** GIVEN ENTRIES follows **

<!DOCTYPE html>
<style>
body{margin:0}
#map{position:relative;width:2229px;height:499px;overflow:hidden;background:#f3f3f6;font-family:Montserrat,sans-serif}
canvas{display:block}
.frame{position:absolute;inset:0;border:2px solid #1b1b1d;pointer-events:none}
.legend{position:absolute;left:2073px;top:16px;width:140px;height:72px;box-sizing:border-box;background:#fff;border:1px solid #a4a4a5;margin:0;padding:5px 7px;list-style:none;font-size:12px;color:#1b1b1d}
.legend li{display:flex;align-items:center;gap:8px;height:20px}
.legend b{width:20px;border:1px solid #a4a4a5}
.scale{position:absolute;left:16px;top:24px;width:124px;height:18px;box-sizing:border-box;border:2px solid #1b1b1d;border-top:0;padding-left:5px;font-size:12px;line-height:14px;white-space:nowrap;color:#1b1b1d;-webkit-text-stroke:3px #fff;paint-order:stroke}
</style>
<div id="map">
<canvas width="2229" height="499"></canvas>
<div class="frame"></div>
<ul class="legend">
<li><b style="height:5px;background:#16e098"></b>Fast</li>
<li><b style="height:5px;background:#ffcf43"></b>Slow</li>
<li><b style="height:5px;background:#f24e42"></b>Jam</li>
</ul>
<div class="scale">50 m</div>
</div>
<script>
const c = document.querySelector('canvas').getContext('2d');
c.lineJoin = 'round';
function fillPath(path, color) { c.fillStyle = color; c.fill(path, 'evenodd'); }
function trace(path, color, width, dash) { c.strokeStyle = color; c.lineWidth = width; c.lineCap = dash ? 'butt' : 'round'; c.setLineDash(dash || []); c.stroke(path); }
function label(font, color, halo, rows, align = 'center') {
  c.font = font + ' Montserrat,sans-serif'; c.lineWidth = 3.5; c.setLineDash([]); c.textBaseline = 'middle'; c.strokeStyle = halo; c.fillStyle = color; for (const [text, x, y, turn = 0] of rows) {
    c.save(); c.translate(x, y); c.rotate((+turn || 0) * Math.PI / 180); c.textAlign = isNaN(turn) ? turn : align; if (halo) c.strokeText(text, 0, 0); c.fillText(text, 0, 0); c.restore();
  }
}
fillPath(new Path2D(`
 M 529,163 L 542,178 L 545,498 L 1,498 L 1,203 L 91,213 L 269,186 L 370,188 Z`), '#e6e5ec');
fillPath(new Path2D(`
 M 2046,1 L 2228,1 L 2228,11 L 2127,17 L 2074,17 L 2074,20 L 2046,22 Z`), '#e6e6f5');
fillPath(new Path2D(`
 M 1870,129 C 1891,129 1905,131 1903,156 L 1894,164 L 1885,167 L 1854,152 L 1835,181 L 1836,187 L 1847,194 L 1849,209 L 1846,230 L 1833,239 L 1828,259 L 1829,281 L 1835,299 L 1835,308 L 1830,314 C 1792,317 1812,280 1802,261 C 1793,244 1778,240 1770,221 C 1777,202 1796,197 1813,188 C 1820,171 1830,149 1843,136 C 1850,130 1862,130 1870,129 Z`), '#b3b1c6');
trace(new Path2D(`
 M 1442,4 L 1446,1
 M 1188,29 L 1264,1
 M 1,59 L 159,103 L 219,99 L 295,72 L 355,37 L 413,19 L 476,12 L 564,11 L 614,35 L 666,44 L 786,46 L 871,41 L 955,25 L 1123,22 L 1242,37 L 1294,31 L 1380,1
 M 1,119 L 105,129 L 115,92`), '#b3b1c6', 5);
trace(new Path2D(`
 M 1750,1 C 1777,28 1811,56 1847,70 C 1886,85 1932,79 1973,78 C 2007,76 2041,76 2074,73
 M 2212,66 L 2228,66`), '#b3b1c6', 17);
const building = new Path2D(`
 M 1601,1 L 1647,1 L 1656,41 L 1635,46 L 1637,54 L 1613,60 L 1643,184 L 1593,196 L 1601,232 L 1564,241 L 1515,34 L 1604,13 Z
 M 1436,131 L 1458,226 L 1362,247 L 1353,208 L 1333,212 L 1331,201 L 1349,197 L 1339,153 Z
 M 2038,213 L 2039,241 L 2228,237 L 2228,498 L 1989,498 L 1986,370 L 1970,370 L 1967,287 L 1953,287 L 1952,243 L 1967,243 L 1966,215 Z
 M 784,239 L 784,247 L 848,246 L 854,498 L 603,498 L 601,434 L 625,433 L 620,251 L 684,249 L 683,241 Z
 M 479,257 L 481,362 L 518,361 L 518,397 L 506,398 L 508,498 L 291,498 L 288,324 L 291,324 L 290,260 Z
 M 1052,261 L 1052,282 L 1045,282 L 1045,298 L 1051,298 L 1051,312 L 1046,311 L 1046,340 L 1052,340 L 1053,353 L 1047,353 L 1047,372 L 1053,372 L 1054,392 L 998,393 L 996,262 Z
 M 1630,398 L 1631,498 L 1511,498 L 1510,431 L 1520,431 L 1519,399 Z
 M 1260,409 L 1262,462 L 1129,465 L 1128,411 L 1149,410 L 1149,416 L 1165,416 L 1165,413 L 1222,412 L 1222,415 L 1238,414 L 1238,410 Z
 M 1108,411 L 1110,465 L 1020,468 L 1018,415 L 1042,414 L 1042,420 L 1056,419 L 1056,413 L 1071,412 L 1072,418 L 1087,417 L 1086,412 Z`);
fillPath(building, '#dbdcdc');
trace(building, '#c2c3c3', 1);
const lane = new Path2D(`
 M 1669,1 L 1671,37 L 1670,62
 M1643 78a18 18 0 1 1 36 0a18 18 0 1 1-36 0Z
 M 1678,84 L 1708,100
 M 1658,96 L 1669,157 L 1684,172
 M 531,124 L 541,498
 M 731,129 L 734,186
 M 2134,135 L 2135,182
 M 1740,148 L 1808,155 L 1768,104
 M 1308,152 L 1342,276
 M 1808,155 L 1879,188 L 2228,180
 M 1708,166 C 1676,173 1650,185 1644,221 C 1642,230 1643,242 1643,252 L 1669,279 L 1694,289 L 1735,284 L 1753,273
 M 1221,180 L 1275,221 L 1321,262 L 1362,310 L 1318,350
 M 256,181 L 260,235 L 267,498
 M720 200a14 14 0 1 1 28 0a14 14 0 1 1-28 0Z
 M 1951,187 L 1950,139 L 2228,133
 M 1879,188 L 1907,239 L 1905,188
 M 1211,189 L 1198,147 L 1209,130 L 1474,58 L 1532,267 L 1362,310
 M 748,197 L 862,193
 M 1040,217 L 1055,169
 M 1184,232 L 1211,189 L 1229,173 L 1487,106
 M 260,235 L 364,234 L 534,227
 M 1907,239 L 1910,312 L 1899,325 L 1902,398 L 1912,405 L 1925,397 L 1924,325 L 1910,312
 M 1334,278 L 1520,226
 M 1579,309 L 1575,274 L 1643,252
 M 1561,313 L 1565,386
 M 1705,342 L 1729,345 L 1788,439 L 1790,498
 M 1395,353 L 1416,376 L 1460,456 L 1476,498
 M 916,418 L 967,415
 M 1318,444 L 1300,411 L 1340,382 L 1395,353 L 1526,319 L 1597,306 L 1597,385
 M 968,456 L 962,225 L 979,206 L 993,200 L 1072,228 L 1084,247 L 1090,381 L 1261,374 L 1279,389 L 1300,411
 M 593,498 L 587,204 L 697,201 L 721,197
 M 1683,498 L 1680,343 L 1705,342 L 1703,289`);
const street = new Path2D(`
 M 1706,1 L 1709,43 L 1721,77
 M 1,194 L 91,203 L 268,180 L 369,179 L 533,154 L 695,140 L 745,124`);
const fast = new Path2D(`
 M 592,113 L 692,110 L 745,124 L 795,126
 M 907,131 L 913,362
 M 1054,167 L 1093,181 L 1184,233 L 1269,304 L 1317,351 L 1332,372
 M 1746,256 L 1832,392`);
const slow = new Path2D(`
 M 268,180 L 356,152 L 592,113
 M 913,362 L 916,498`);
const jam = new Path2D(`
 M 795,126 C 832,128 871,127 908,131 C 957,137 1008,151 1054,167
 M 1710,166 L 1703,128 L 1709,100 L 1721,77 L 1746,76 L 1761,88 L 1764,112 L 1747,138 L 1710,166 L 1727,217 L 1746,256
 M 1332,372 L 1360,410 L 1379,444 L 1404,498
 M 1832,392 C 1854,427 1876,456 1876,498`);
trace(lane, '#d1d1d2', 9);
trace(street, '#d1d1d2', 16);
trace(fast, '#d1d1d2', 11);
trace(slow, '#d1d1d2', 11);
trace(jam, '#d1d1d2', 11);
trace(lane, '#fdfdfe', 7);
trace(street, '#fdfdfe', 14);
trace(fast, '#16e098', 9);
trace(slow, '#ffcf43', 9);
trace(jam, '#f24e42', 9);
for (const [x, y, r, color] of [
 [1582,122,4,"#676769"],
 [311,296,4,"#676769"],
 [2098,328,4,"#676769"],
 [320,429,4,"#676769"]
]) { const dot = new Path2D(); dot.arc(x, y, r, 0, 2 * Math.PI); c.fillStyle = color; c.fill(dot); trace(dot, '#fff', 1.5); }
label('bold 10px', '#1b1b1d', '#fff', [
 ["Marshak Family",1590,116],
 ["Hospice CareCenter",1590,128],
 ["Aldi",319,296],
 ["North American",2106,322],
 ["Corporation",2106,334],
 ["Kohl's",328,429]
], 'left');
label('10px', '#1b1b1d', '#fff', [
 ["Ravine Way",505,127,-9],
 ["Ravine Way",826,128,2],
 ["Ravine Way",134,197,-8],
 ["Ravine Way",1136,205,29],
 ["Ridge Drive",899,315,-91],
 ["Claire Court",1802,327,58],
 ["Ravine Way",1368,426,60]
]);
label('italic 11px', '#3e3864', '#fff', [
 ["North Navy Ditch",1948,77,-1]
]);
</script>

** End of GIVEN ENTRIES **

EXERCISE OBJECTIVE:
Which of the lines above include the word "turn"? Copy each of them.

ANSWER SPACE:
  c.font = font + ' Montserrat,sans-serif'; c.lineWidth = 3.5; c.setLineDash([]); c.textBaseline = 'middle'; c.strokeStyle = halo; c.fillStyle = color; for (const [text, x, y, turn = 0] of rows) {
    c.save(); c.translate(x, y); c.rotate((+turn || 0) * Math.PI / 180); c.textAlign = isNaN(turn) ? turn : align; if (halo) c.strokeText(text, 0, 0); c.fillText(text, 0, 0); c.restore();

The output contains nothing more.